Looking ahead to a summer of spectrum

May 5th '23

There aren’t many people who’ll be present at both the Coronation of King Charles III and the Eurovision Song Contest, but a common presence at both of these very different events will be Office of Communications (Ofcom) spectrum engineers.


Ofcom’s spectrum teams are gearing up for a summer of varied events across the country. And the year’s busy period kicks off with the Coronation in London followed by Europe’s biggest musical bash taking place in Liverpool over consecutive weekends.


Ofcom’s colleagues’ presence will be vital in making sure these events go smoothly on the day and also to help global audiences enjoy them as they’re broadcast.


The scale of these events – and the worldwide interest they generate – mean there’ll be lots of international broadcasters present, helping a global audience to watch from home.


And that’s where Ofcom come in.


  • What’s Ofcom’s role in these events?

Some of the essential kit used by broadcasters and events staff – for example wireless cameras and microphones, in-ear monitors, and communications equipment such as walkie-talkies – operates at different frequencies on the radio spectrum.


For events like these with a global reach, there’ll be lots of broadcasters in attendance – and that means lots of equipment. At the Coronation, for example, there will be 36 users including broadcasters, with 800 individual spectrum frequencies allocated between them.


And it’s vital that all of these individual pieces of equipment operate safely and don’t interfere with each other – or with any other technology used on or near the venue.


This is particularly important for an event like the Coronation, where security and safety are paramount and it’s vital the emergency services can communicate without interruption to their equipment on the day.


  • Before and during the event

To make sure this happens, Ofcom helps to plan spectrum use before events take place, and has a team on site at lots of major sports and cultural events like the ones happening over the summer.


Spectrum is a finite resource that’s in extremely high demand when major events bring large numbers of broadcasters together. So, a huge amount of planning takes place before events like these.

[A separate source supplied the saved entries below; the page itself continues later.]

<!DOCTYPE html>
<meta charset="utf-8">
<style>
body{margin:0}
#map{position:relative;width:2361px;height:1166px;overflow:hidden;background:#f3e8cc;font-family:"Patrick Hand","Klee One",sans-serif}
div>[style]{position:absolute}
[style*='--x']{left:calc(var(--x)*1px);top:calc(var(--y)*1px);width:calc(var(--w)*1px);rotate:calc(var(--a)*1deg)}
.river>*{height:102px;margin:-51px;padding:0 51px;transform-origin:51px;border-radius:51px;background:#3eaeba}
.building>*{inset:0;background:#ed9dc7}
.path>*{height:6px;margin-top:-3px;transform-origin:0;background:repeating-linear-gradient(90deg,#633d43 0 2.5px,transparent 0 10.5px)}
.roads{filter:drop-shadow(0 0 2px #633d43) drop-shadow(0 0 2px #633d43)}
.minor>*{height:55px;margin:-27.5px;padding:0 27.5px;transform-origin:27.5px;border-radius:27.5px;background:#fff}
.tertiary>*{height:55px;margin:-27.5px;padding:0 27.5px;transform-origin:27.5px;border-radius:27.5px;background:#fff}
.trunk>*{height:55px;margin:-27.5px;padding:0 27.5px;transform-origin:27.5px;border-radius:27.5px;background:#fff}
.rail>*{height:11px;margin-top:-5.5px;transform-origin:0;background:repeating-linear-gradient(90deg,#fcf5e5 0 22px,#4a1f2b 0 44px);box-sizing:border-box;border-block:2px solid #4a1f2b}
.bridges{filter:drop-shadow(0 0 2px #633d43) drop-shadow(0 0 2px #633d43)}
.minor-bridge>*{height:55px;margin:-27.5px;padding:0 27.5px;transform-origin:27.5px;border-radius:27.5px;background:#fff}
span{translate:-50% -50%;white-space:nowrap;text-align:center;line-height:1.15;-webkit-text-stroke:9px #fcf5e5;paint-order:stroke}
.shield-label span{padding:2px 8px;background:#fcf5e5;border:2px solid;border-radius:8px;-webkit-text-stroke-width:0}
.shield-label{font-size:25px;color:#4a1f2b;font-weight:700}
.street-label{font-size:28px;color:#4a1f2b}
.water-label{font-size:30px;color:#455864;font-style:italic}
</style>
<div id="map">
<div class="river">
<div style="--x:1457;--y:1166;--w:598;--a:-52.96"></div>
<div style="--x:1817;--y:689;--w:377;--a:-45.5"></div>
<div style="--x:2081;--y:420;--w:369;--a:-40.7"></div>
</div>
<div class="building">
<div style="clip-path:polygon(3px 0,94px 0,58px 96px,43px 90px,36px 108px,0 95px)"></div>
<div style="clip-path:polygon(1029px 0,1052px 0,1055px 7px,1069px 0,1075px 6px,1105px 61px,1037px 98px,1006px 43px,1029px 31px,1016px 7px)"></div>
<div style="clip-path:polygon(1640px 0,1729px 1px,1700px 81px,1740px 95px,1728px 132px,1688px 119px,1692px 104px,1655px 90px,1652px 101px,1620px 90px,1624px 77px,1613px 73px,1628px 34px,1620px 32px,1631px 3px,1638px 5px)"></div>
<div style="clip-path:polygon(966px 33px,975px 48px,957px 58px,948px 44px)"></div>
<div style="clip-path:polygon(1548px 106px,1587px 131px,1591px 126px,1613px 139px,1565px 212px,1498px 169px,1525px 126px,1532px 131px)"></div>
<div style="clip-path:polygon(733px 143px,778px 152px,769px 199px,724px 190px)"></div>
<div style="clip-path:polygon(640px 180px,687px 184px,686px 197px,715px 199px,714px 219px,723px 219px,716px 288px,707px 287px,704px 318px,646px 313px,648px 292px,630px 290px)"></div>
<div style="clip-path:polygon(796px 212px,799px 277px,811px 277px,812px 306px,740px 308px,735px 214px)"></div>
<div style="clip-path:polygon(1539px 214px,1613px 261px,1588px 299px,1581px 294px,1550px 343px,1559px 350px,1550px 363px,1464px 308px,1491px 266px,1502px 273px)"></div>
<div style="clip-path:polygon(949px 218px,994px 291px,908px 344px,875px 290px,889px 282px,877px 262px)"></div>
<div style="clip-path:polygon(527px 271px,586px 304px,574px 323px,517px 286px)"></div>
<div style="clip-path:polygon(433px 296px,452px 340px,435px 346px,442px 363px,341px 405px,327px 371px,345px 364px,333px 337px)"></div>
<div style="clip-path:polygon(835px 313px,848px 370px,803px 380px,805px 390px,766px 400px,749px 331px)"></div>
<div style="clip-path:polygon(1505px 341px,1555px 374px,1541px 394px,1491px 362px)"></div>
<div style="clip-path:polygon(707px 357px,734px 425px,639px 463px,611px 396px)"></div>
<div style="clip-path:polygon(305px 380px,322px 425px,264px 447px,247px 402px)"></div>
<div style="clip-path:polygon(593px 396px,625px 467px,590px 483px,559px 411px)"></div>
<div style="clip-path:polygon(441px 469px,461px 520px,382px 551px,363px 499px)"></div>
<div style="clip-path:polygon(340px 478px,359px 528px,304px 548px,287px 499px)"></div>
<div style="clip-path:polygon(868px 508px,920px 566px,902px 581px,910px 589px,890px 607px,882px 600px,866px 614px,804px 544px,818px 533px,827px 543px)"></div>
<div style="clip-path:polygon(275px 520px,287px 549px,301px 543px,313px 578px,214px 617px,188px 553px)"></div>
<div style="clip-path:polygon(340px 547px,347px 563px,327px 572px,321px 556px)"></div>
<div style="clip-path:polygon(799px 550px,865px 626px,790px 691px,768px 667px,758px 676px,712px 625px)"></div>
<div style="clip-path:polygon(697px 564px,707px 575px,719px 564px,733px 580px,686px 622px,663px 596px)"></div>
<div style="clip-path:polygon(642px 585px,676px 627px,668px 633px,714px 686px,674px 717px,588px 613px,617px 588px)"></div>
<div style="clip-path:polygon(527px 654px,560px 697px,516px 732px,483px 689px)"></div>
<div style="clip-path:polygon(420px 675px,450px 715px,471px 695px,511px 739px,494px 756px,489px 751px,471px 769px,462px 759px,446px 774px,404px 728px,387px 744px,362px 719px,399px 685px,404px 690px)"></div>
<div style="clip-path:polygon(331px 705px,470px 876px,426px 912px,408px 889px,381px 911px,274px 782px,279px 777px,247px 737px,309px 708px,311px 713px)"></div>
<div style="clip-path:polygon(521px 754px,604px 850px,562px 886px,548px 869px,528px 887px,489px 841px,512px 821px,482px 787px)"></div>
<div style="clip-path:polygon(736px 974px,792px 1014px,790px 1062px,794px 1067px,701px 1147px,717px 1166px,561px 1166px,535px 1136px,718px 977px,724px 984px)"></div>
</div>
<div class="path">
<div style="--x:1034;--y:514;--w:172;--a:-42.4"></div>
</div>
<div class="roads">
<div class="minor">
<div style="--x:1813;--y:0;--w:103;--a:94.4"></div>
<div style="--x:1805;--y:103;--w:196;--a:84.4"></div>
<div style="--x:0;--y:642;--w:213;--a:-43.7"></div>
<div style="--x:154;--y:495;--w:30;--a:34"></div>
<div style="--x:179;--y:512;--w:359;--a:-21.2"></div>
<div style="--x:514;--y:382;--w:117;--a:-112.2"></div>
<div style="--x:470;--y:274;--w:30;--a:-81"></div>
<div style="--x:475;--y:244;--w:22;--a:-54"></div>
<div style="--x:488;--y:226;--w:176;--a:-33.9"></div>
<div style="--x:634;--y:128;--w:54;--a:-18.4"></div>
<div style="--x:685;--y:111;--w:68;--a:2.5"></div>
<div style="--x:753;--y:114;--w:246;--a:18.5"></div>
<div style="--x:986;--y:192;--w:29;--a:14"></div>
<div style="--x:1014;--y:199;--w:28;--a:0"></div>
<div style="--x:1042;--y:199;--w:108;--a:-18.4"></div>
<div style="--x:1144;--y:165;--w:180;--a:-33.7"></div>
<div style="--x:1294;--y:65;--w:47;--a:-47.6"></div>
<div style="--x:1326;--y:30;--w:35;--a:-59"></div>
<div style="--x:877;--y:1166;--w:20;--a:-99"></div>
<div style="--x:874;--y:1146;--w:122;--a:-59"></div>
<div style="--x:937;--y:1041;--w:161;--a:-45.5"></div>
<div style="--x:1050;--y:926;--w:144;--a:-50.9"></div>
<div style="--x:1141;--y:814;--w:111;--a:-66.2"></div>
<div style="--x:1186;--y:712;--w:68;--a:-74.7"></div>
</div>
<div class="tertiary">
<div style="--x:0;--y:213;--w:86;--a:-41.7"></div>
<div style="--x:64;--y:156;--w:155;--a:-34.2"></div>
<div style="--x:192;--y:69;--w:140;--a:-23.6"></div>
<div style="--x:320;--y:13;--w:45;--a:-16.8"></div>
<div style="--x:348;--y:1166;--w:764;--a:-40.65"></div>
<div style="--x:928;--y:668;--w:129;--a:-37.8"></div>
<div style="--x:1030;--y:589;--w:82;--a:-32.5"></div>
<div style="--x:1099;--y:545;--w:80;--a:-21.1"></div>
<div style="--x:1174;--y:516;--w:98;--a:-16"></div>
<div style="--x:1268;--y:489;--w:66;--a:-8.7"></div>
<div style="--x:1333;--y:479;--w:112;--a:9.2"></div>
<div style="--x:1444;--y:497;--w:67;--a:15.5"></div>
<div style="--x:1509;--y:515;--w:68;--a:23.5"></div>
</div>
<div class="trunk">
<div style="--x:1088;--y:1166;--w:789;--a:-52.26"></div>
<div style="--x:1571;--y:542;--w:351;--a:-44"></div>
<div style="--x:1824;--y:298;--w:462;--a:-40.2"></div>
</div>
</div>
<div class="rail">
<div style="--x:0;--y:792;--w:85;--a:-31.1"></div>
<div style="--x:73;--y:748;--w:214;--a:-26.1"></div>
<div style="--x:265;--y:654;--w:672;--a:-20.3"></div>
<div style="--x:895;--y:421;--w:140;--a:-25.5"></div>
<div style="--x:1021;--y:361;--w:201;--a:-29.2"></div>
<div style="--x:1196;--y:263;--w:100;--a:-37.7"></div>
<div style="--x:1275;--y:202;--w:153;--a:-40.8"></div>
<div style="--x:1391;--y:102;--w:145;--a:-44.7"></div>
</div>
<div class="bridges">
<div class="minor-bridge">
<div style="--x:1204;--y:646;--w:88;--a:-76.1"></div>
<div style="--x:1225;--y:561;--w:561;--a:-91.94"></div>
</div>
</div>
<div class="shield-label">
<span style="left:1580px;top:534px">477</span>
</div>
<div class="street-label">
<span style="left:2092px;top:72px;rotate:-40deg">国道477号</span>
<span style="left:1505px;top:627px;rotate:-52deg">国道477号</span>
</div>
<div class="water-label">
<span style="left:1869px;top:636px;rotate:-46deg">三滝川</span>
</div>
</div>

Organisations such as broadcasters are licensed and authorised to use spectrum at an event, and specific bands of spectrum are allocated to each of them. By allocating each of these dedicated frequencies, Ofcom can help to avoid instances of interference.


And when the events are underway, the programme-making and special events (PMSE) and spectrum assurance teams are on site working collaboratively, checking equipment used by broadcasters, licensees and event personnel to reduce the risk of interference.

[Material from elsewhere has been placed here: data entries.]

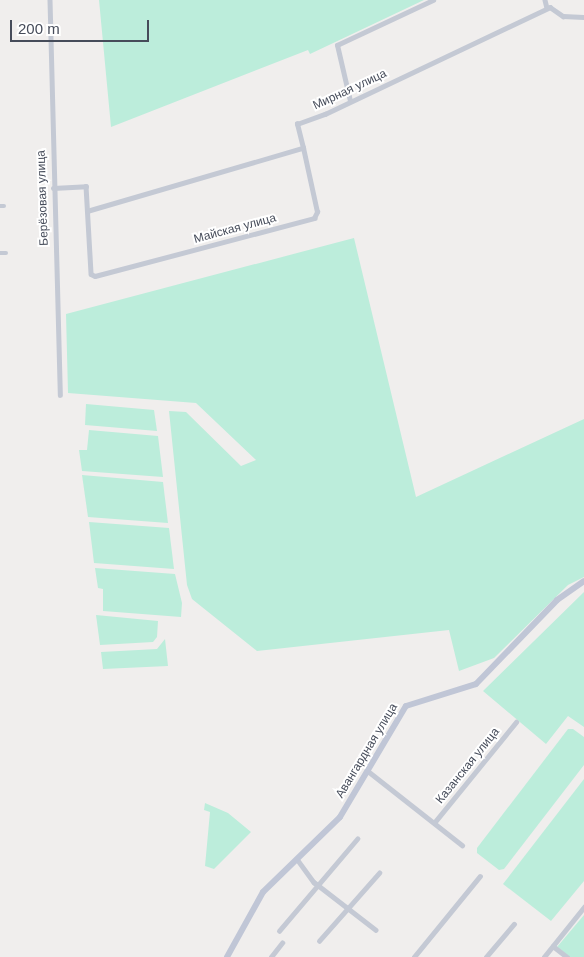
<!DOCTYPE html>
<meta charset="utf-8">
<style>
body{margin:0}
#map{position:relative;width:584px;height:957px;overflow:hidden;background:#f0eeed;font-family:Helvetica,sans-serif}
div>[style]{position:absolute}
.green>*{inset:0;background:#bceddb}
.minor>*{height:4.5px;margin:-2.25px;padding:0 2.25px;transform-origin:2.25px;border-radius:2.25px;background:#c4c9d4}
.secondary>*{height:6px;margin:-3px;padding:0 3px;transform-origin:3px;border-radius:3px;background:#c0c6d6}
span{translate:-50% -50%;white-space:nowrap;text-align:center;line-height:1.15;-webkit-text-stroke:4px #fff;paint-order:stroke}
.street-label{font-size:12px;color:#464c5a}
.scale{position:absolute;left:10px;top:20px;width:139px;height:22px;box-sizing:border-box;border:2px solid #464c5a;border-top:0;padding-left:6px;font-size:15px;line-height:18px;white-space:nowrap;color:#464c5a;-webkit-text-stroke:4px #fff;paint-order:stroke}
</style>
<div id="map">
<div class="green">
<i style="clip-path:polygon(99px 0,424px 0,310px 54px,308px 50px,111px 127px)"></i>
<i style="clip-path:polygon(354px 238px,416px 497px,584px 419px,584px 577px,568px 585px,494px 658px,459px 671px,449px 630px,257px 651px,192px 599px,187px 585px,169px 411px,186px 412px,241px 466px,256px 460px,196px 403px,68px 393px,66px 314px)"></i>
<i style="clip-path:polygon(86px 404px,154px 410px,157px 431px,85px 425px)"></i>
<i style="clip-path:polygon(89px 430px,158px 436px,163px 477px,82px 471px,79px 450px,87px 450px)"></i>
<i style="clip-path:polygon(82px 475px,163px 482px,168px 523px,88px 517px)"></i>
<i style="clip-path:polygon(89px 522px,169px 528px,174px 569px,94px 563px)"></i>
<i style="clip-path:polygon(95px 568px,175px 574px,182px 603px,181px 617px,103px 611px,103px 589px,98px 588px)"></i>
<i style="clip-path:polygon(584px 592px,584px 727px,568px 716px,546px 744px,483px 691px)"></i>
<i style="clip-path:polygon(96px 615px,158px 621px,157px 637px,153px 642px,100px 645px)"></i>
<i style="clip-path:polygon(165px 639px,168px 666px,103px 669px,101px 652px,157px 649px)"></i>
<i style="clip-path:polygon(568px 729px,573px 729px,584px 737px,584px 765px,504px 869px,499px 870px,477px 853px,477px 848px)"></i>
<i style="clip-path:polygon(584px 779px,584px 881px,551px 921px,503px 884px)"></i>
<i style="clip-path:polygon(205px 803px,228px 813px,251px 832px,214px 869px,205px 866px,210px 812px,204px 810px)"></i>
<i style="clip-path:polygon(584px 915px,584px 957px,570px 957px,557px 947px)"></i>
</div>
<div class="minor">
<i style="left:50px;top:0;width:395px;rotate:88.5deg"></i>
<i style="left:545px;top:0;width:8px;rotate:76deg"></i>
<i style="left:350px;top:101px;width:57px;rotate:-103.1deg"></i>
<i style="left:337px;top:45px;width:106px;rotate:-25.1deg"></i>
<i style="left:53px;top:188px;width:33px;rotate:-3deg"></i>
<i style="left:86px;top:186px;width:88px;rotate:86.7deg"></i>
<i style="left:91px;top:274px;width:4px;rotate:27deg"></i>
<i style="left:95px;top:276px;width:227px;rotate:-14.8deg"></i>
<i style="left:314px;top:218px;width:7px;rotate:-63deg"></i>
<i style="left:317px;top:212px;width:66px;rotate:-102.3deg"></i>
<i style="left:0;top:206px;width:4px"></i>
<i style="left:87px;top:211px;width:225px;rotate:-16.3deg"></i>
<i style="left:303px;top:148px;width:25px;rotate:-104deg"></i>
<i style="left:297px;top:124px;width:30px;rotate:-20deg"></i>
<i style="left:325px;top:114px;width:249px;rotate:-25.4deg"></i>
<i style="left:550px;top:7px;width:16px;rotate:35deg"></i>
<i style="left:563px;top:16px;width:21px;rotate:3deg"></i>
<i style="left:0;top:253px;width:6px"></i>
<i style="left:368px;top:771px;width:120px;rotate:38.2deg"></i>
<i style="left:434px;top:823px;width:130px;rotate:-50.9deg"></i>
<i style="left:297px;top:859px;width:29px;rotate:54deg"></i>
<i style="left:314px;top:882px;width:78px;rotate:37.7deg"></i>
<i style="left:279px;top:931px;width:121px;rotate:-49.7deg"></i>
<i style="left:319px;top:941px;width:91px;rotate:-48.6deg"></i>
<i style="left:553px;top:946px;width:18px;rotate:38deg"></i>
<i style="left:271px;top:957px;width:18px;rotate:-52deg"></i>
<i style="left:414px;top:957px;width:104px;rotate:-50.8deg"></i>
<i style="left:486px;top:957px;width:43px;rotate:-49.7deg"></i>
<i style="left:544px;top:957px;width:64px;rotate:-51.3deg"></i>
</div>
<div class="secondary">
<i style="left:227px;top:957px;width:74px;rotate:-61deg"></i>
<i style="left:263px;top:892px;width:107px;rotate:-44.2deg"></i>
<i style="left:340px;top:817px;width:129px;rotate:-59.3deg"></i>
<i style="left:406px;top:706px;width:73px;rotate:-17.4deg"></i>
<i style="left:476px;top:684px;width:117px;rotate:-46deg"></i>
<i style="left:557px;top:600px;width:33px;rotate:-35deg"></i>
</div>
<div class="street-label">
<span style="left:350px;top:90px;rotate:-25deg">Мирная улица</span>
<span style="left:43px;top:198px;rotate:-92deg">Берёзовая улица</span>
<span style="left:235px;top:229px;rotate:-15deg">Майская улица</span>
<span style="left:367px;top:751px;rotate:-59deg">Авангардная улица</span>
<span style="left:468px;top:766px;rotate:-51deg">Казанская улица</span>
</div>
<div class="scale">200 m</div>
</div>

On site, the spectrum engineers have a proactive role, The spectrum engineers using dedicated monitoring receivers to watch for unlicensed transmissions, and when they spot an unknown signal use radio test equipment such as spectrum analysers to identify equipment and operators and establish whether they are licensed and using the correct spectrum frequencies.


  • A packed calendar

Ofcom experts work behind the scenes throughout the year, and are the unsung heroes who help to make sure these massive events go off without a hitch – to the relief of the organisers and audiences who enjoy them in the flesh or at home.

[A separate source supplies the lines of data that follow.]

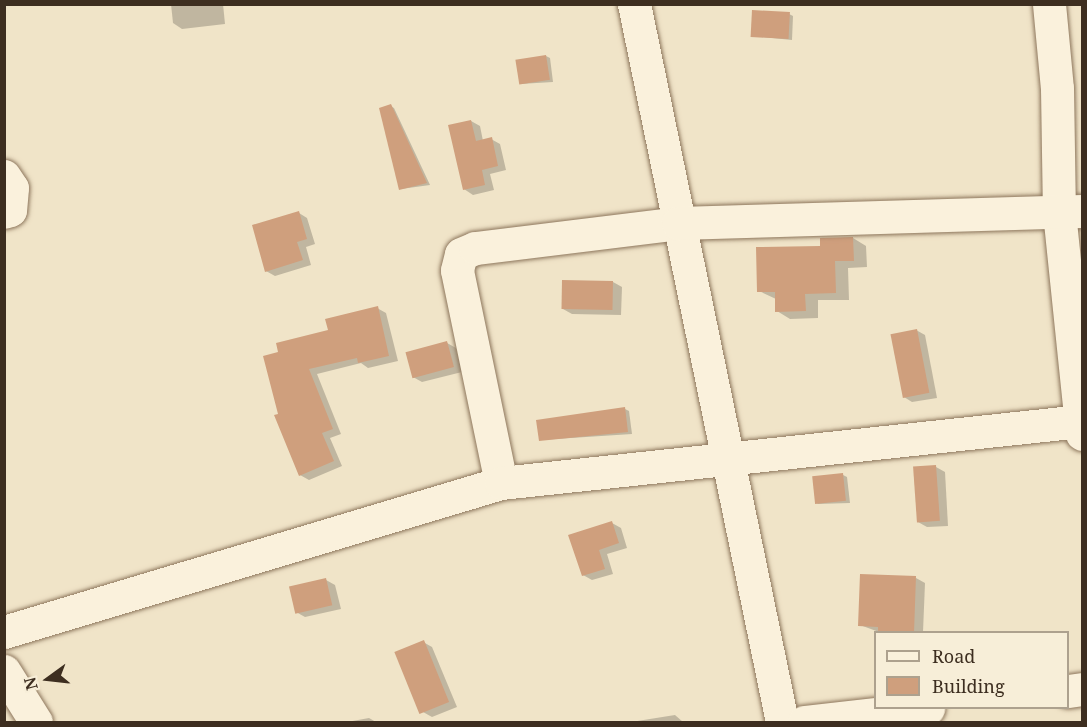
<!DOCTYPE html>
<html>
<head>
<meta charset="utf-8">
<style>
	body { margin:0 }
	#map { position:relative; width:1087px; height:727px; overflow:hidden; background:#f0e4c8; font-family:"Noto Serif",serif }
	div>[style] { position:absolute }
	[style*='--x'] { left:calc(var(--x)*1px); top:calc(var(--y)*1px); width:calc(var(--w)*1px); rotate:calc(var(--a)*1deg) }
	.shadow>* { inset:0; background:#0003 }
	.building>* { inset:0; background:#cf9f7d; transform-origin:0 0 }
	.roads { filter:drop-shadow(0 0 2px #8d765c) drop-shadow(0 0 2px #8d765c) }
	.street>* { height:33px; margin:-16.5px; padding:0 16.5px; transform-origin:16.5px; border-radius:16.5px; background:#faf1dc }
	span { translate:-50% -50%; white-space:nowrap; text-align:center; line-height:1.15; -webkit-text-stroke:4.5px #f7eed8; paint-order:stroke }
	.frame { position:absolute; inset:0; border:6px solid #3d2e20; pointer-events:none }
	.legend { position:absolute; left:874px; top:631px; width:195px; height:78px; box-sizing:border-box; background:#f7eed8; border:2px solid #ada18e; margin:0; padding:8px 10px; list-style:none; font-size:18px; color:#3d2e20 }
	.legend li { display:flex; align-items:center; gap:12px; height:30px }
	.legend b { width:30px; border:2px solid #ada18e }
	.north { position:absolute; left:18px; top:649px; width:60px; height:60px; -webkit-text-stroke:4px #f7eed8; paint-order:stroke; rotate:255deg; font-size:16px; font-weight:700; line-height:24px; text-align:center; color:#3d2e20 }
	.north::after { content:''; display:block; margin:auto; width:21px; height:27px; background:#3d2e20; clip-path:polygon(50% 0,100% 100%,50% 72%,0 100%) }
</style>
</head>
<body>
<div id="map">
	<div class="shadow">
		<i style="clip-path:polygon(171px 4px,223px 4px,225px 24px,182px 29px,173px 23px)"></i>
		<i style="clip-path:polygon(789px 14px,793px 16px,792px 40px,752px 36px)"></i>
		<i style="clip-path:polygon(546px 56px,550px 58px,553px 82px,520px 84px)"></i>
		<i style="clip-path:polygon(390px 106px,394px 108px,430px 185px,401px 189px)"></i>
		<i style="clip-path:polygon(471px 121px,480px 126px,483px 141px,491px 139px,500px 144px,506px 170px,490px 174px,494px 190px,473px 195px,464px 189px)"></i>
		<i style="clip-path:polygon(299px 213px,307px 218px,315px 244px,306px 247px,311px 265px,275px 276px,266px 271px)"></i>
		<i style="clip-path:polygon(853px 238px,866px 246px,867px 267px,848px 268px,849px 300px,818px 300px,818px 318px,790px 319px,777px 311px,776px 299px,759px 291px,822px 247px)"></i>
		<i style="clip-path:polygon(613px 282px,622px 287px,621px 315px,572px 314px,563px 309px)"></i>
		<i style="clip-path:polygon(377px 308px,386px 313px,398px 361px,368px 368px,361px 363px,317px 374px,341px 434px,330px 438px,342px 466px,309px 480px,300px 475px,279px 415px,280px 353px)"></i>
		<i style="clip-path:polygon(916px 330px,925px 335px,937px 398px,912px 402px,904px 397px)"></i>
		<i style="clip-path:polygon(447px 343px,456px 348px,462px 372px,422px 382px,413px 377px)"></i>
		<i style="clip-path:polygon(625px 409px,629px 411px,632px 434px,540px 440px)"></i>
		<i style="clip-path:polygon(936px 467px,945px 472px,948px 526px,927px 527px,918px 522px)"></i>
		<i style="clip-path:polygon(843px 475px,847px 477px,850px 503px,817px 504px)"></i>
		<i style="clip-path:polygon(612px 523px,621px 528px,627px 548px,607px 554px,613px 574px,592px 580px,583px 575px)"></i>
		<i style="clip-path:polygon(916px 578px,925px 583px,923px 632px,879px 632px,860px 625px)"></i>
		<i style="clip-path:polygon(326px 580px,335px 585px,341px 609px,305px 617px,296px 612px)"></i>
		<i style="clip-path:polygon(423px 642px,432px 647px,457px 707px,432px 717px,423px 712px)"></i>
		<i style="clip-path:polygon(675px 715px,683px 722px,631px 722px)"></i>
		<i style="clip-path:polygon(369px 718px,376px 722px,347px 722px)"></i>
	</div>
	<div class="building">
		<i style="left:752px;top:10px;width:38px;height:27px;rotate:3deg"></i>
		<i style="left:546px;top:55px;width:25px;height:31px;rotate:81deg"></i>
		<i style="clip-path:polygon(391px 104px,427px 183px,399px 190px,379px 108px)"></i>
		<i style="clip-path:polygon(471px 120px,476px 141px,492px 137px,498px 166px,482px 170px,485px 185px,463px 190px,448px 125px)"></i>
		<i style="clip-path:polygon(299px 211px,307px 239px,297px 242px,303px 260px,265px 272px,252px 225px)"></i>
		<i style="clip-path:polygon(853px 237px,854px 261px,835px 261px,836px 293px,805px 294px,806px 311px,775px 312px,775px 292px,757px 292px,756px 247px,820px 246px,820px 238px)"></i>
		<i style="left:562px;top:280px;width:51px;height:29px;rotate:1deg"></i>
		<i style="clip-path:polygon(378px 306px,389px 356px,358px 363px,357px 358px,309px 369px,333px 429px,322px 433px,334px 461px,299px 476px,274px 415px,278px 414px,263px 356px,278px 352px,276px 343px,328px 330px,325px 319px)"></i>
		<i style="left:917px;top:329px;width:65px;height:27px;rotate:79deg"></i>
		<i style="left:447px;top:341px;width:27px;height:43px;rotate:75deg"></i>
		<i style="clip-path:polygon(625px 407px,628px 432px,539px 441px,536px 420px)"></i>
		<i style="left:936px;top:465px;width:56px;height:23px;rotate:86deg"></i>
		<i style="left:843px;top:473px;width:28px;height:31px;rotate:84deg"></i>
		<i style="clip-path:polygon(612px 521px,619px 543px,599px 550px,605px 569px,582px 576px,568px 535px)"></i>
		<i style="clip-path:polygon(860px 574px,916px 576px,914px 633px,878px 633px,878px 627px,858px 626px)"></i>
		<i style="left:326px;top:578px;width:28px;height:38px;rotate:77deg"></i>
		<i style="left:424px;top:640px;width:67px;height:32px;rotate:68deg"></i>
	</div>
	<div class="roads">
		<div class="street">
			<i style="--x:634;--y:4;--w:733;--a:78.35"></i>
			<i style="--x:1049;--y:4;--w:84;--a:84.6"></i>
			<i style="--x:1057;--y:88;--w:124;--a:89.1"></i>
			<i style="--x:1059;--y:212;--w:223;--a:84.1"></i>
			<i style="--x:4;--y:176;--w:14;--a:56"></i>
			<i style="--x:12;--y:188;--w:22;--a:95"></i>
			<i style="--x:10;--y:210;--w:6;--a:162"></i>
			<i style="--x:501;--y:483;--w:217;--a:-101.7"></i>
			<i style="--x:457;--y:270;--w:16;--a:-76"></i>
			<i style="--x:461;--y:254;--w:15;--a:-23"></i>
			<i style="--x:475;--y:248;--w:205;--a:-7"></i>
			<i style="--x:678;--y:223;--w:404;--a:-1.7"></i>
			<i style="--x:4;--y:632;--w:519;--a:-16.69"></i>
			<i style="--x:501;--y:483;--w:583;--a:-6.1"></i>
			<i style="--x:4;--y:671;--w:60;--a:57.9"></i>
			<i style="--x:1068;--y:691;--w:14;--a:-8"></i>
			<i style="--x:804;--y:722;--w:125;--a:-6.4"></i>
		</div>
	</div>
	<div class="frame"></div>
	<ul class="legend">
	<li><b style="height:8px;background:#faf1dc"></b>Road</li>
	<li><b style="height:16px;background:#cf9f7d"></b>Building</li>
	</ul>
	<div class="north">N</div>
</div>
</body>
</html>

The Coronation and Eurovision Song Contest might be rare additions to the calendar, but Ofom’s colleagues will be working hard elsewhere throughout the summer and beyond at locations across the UK.


From major sports events such as the Formula 1 British Grand Prix, Epsom Derby and FA Cup Final, to the UK’s biggest gigs and festivals such as Glastonbury, Radio 1’s Big Weekend and Download Festival, Ofcom will be there.


What is spectrum?

You can’t see or feel radio spectrum. But any device that communicates wirelessly needs spectrum – such as televisions, car key fobs, baby monitors, wireless microphones and satellites. Mobile phones use spectrum to connect to a local mast so people can make calls and access the internet.


Why does Ofcom manage spectrum use?

Only a limited amount of spectrum is available, so it needs to be managed carefully. Certain bands of spectrum are also used for different purposes. For example, mobile companies use different parts of the spectrum to TV companies. So, it needs to be managed to prevent services interfering and causing disruption to people and businesses.